What else did you buy into this Christmas? (@darrenrhill)



Christmas is full of tradition. Just think for a moment, we have turkey, presents and a whole heap of over indulgence. As soon as summer is waning the tradition is for shelves to fill with all the things tradition assumes we should have and want for Christmas. As we all know, we’re lucky if Jesus gets a mention. But my issue is what happens when he does get a mention. Is the church as guilty as the high street when it comes to Christmas and tradition?

A few months back I finally got around to reading Jesus Through Middle Eastern Eyes – Cultural Studies in the Gospels, by Kenneth Bailey. The opening section of that book takes a good look at the Christmas story and what the Bible text says. I won’t spoil it, because you should read it yourself, but it does throw a lot of light on what the Church says and puts on over the Christmas period. It would seem that most nativity plays are as Bible-based as late-night opening in December.


The thing is, when it comes to tradition, that is to be expected. That is the whole point of tradition, it is something that is always done. Life is full of traditions, and not just at Christmas. There are New Year resolutions, the annual holiday, and even, considering the Jubilee celebrations this year, the Monarchy.

Christian tradition

As I thought about the Christmas tradition it made me think of broader Christian traditions. How much of what you and I do is tradition? How much of what we accept as Christian is just tradition?* Throughout church history people have challenged tradition.
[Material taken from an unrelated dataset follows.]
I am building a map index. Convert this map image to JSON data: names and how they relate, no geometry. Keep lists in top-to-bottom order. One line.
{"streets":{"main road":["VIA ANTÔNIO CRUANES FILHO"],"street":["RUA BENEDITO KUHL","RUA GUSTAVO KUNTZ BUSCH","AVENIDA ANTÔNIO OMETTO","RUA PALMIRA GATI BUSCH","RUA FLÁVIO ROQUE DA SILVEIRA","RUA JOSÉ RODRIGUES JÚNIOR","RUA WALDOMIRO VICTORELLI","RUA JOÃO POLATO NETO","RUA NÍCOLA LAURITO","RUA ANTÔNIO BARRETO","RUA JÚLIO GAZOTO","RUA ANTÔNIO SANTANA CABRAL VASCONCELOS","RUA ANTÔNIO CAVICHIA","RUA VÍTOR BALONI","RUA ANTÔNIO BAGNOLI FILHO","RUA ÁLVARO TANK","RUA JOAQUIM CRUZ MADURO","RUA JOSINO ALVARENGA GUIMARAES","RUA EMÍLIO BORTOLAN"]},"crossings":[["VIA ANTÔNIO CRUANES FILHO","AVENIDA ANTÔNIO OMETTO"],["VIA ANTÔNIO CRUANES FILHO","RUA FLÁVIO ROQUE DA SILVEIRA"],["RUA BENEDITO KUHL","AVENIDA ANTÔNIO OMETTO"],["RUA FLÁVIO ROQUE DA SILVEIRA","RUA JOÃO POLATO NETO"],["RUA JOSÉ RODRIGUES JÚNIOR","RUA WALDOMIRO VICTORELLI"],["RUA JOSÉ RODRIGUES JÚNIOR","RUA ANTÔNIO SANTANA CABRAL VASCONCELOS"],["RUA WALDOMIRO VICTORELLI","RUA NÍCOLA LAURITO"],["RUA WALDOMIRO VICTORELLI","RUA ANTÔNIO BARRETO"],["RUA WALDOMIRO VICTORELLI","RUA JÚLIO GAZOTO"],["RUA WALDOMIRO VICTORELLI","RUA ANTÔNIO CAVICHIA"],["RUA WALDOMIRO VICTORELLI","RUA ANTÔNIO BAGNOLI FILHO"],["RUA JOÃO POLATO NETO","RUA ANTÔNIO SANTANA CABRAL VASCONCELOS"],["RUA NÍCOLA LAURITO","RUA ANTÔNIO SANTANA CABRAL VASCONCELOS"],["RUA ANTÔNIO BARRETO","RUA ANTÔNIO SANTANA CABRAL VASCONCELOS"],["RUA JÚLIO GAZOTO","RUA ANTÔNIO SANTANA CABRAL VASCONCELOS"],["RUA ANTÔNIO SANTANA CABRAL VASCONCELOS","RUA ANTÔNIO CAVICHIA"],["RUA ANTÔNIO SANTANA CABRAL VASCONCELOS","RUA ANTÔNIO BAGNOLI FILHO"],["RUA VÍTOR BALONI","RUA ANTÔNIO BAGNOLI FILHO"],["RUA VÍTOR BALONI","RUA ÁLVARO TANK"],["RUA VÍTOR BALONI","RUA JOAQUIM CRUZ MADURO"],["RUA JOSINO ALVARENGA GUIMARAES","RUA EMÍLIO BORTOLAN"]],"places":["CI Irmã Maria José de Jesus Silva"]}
The reformation, counter-reformation, the non-conformist and dissent movements of the 17th century onwards, and the house church movement have all questioned what was being handed to them.

  • So what are we challenging today?
  • What is God wanting to say to this generation?
  • More importantly, are we listening or are we just accepting what is being handed down to us through tradition?
  • How do we know what God is saying?

My spiritual tradition suggests that I should always start with the Bible and that’s what I do, but perhaps the way I approach the Bible is bound up with tradition that needs challenging too.

Christmas goes hand in hand with tradition, christianity likewise. But perhaps, at this time of tradition, it is the moment to let go and reach for something new and listen to God.

*I understand that this isn’t always black and white, some tradition is very Christian.